La Russie précipite l’abandon de SWIFT par les BRICS

Ils nous font rire avec leurs sanctions unilatérales contre la Russie qui leur a répété à plusieurs reprises qu’elles n’étaient pas efficientes sur l’économie Russe, qui s’est étendue par ailleurs !

Ils vont se prendre les retours de manivelles sur leurs économies propres, comme nous l’avons déjà vu en Europe.

Et pendant ce temps….. la Russie avance !

La Russie précipite l’abandon de SWIFT par les BRICS

La Russie précipite l’abandon de SWIFT par les BRICS

 

Après la réintégration de la Crimée dans le territoire russe, les États-Unis ont fait pression sur les autorités réglementaires de l’Union Européenne pour limiter l’accès de la Russie à SWIFT, le système de paiement international fondé par deux cents banques anglo-saxonnes dans les années 1970. En réponse, le gouvernement de Vladimir Poutine a lancé un système de paiement alternatif qui a commencé ses opérations entre les banques d’origine russe, et qui, soit dit en passant, a également servi d’inspiration à la fois à la Chine et à d’autres pays des BRICS.

Le monopole US dans le système financier mondial s’évanouit à un rythme rapide. En raison de sa myopie politique, Washington a forcé d’autres pays à mettre en œuvre des instruments de coopération financière qui abandonnent l’utilisation du dollar, ainsi que des institutions multilatérales qui ne soient plus soumises aux règles imposées par le Département du Trésor US.

En fin de compte, la finance et la monnaie ont été utilisées comme instruments de politique étrangère, c’est-à-dire, comme des mécanismes de domination mondiale qui cherchent à saper les deux adversaires : l’un géopolitique (Russie), l’autre une puissance économique montante (Chine) qui refusent de se plier au joug américain.
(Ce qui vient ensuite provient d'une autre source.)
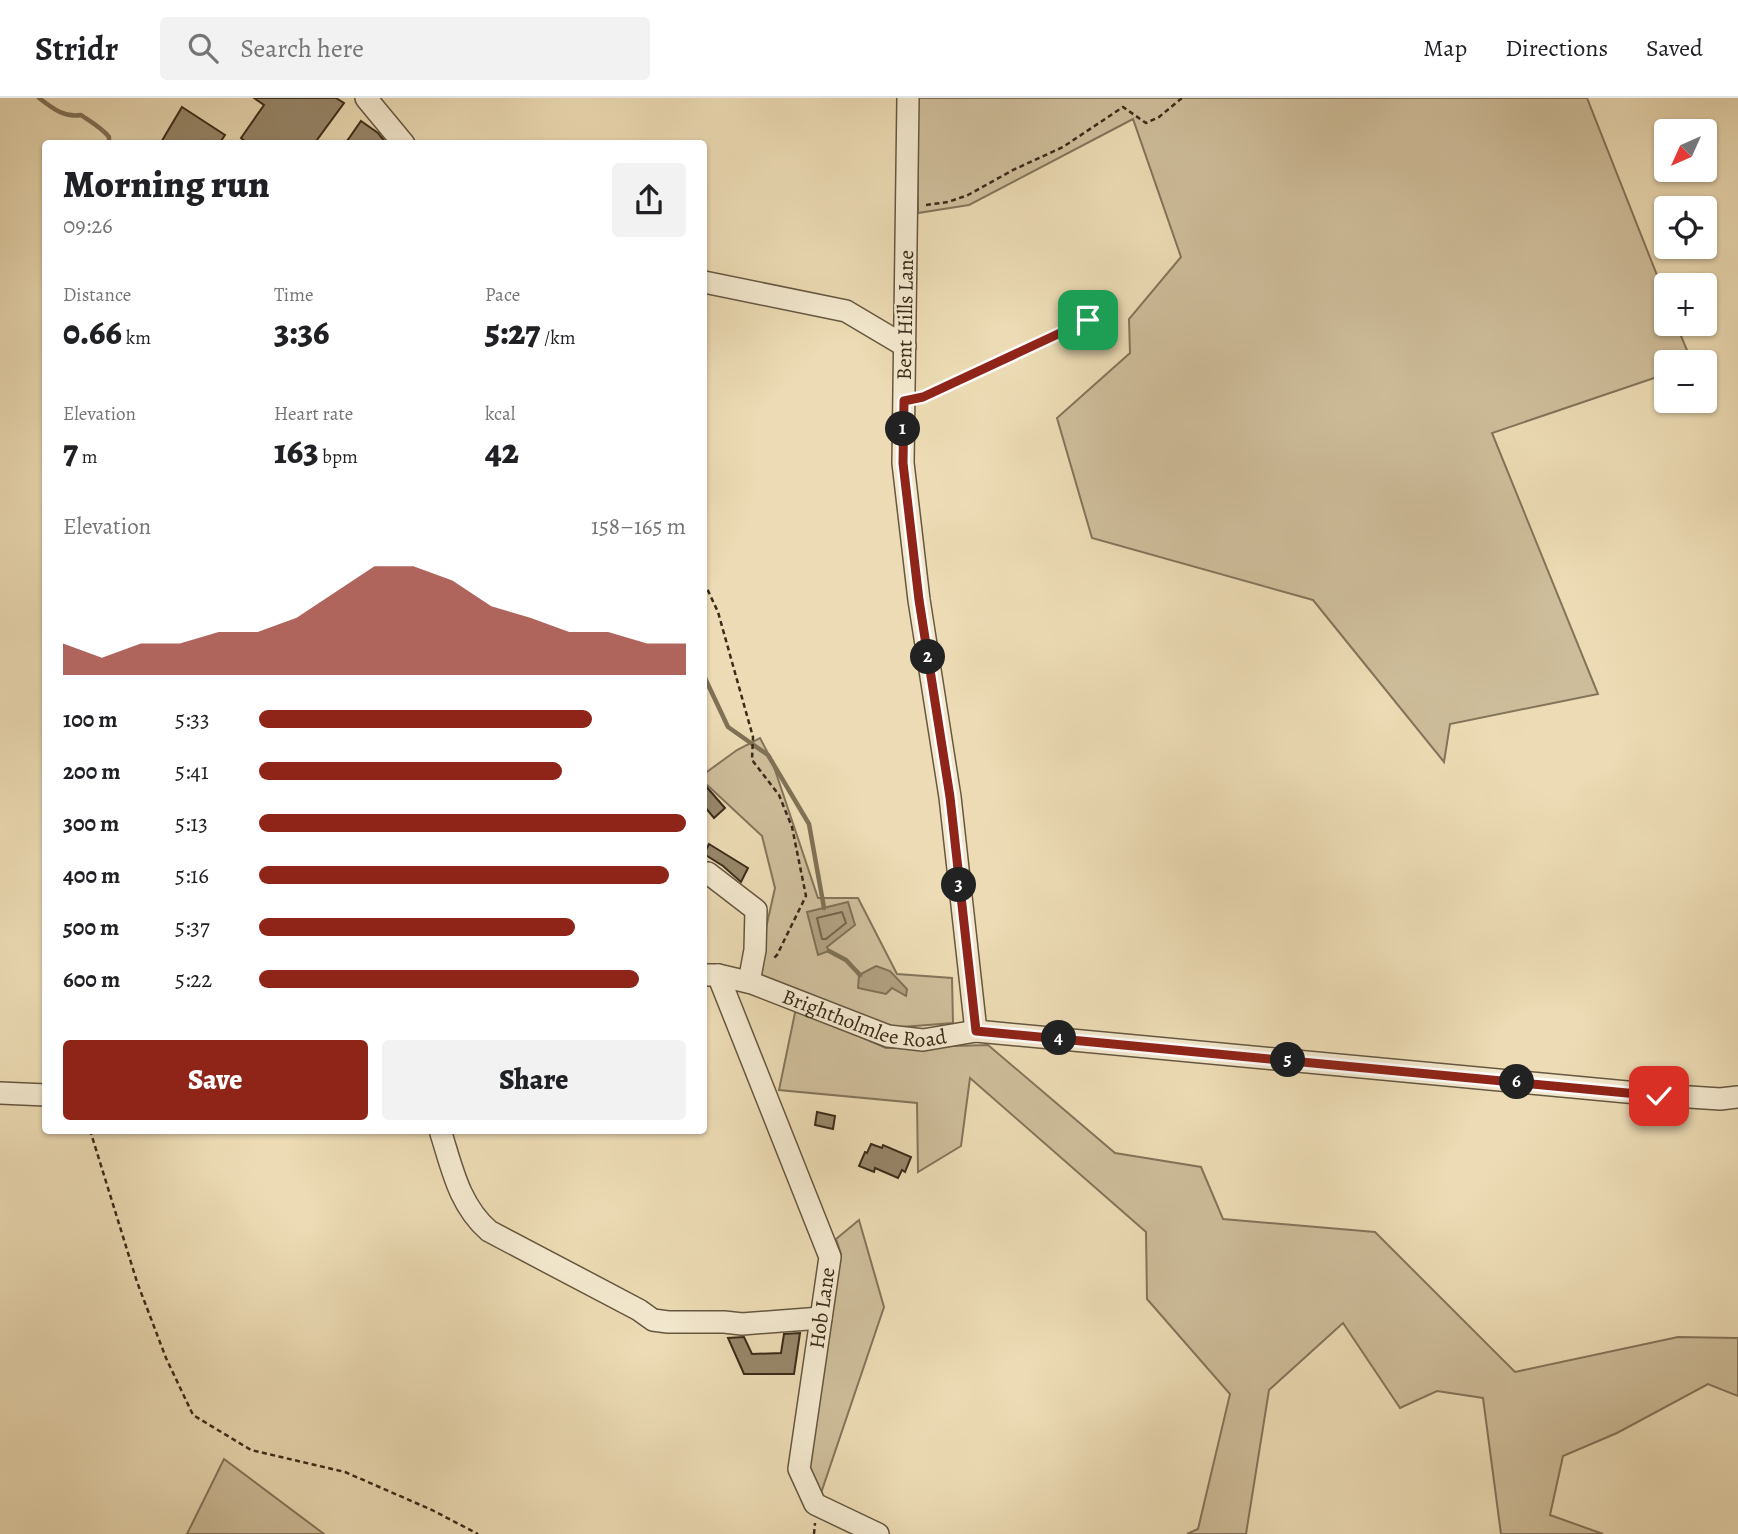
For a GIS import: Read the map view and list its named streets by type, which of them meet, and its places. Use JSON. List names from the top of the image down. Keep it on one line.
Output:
{"streets":{"street":["Bent Hills Lane","Brightholmlee Road","Hob Lane"]},"crossings":[["Bent Hills Lane","Brightholmlee Road"],["Brightholmlee Road","Hob Lane"]],"north":"bottom left","page":{"header":"Stridr","search":"Search here","nav":["Map","Directions","Saved"],"map_buttons":["+","−"],"heading":["Morning run","09:26"],"stats":[["Distance","0.66 km"],["Time","3:36"],["Pace","5:27 /km"],["Elevation","7 m"],["Heart rate","163 bpm"],["kcal","42"]],"pins":["1","2","3","4","5","6"],"chart":["Elevation","158–165 m"],"list":[{"name":"100 m","note":"5:33"},{"name":"200 m","note":"5:41"},{"name":"300 m","note":"5:13"},{"name":"400 m","note":"5:16"},{"name":"500 m","note":"5:37"},{"name":"600 m","note":"5:22"}],"buttons":["Save","Share"]}}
Mis devant l’impossibilité d’atteindre leurs objectifs stratégiques par la diplomatie, les États-Unis lancent la guerre financière par des embargos économiques, des attaques spéculatives, le gel des comptes bancaires des politiciens et des hommes d’affaires, et ainsi de suite.

En violation flagrante des principes du droit international, Washington utilise son artillerie contre des pays qui, selon sa conception, appartiennent à l’axe du mal : la Corée du Nord, l’Iran, la Syrie, le Soudan et ainsi de suite. Son modus operandi est d’étrangler l’économie du pays concerné pour promouvoir un changement de régime.

Maintenant, la même stratégie est dirigée contre le gouvernement de Vladimir Poutine. Après la réintégration de la République de Crimée et de la ville de Sébastopol au  territoire russe, suite à un référendum tenu en mars 2014 [adhésion acquise à 96,8% des votants, NdT], les États-Unis, le Royaume-Uni et la Pologne ont fait pression sur l’Union Européenne pour expulser la Russie de la Society for Worldwide Interbank Financial Telecommunication (SWIFT, pour son sigle en anglais).

Fondé en 1973 à Bruxelles, en Belgique, le réseau SWIFT est un système de communication internationale qui permet aux banques de faire des transferts électroniques entre elles. Avant sa mise en œuvre, les institutions financières étaient contraintes de communiquer par le biais de systèmes de télex et d’échanges téléphoniques bilatéraux.

En ce sens, SWIFT est une avancée technologique de première grandeur, car il a permis à la fois d’augmenter la rapidité du commerce mondial et de l’investissement et de réduire les coûts de transaction à une échelle sans précédent.

Actuellement, SWIFT est utilisé par 10 500 banques, en particulier les Américains et les Européens dans plus de 200 pays. Le jour de son apogée en 2015, il a traité 27,5 millions d’ordres.

SWIFT est un mécanisme technique complètement neutre, selon les magnats de Wall Street et la City de Londres. Cependant, les attaques du 11 septembre contre les Twin Towers ont servi de prétexte aux États-Unis pour s’immiscer dans le système de paiement : le Département du Trésor a demandé depuis des informations spécifiques au motif que le réseau SWIFT aurait été utilisé par les canaux de financement des groupes terroristes.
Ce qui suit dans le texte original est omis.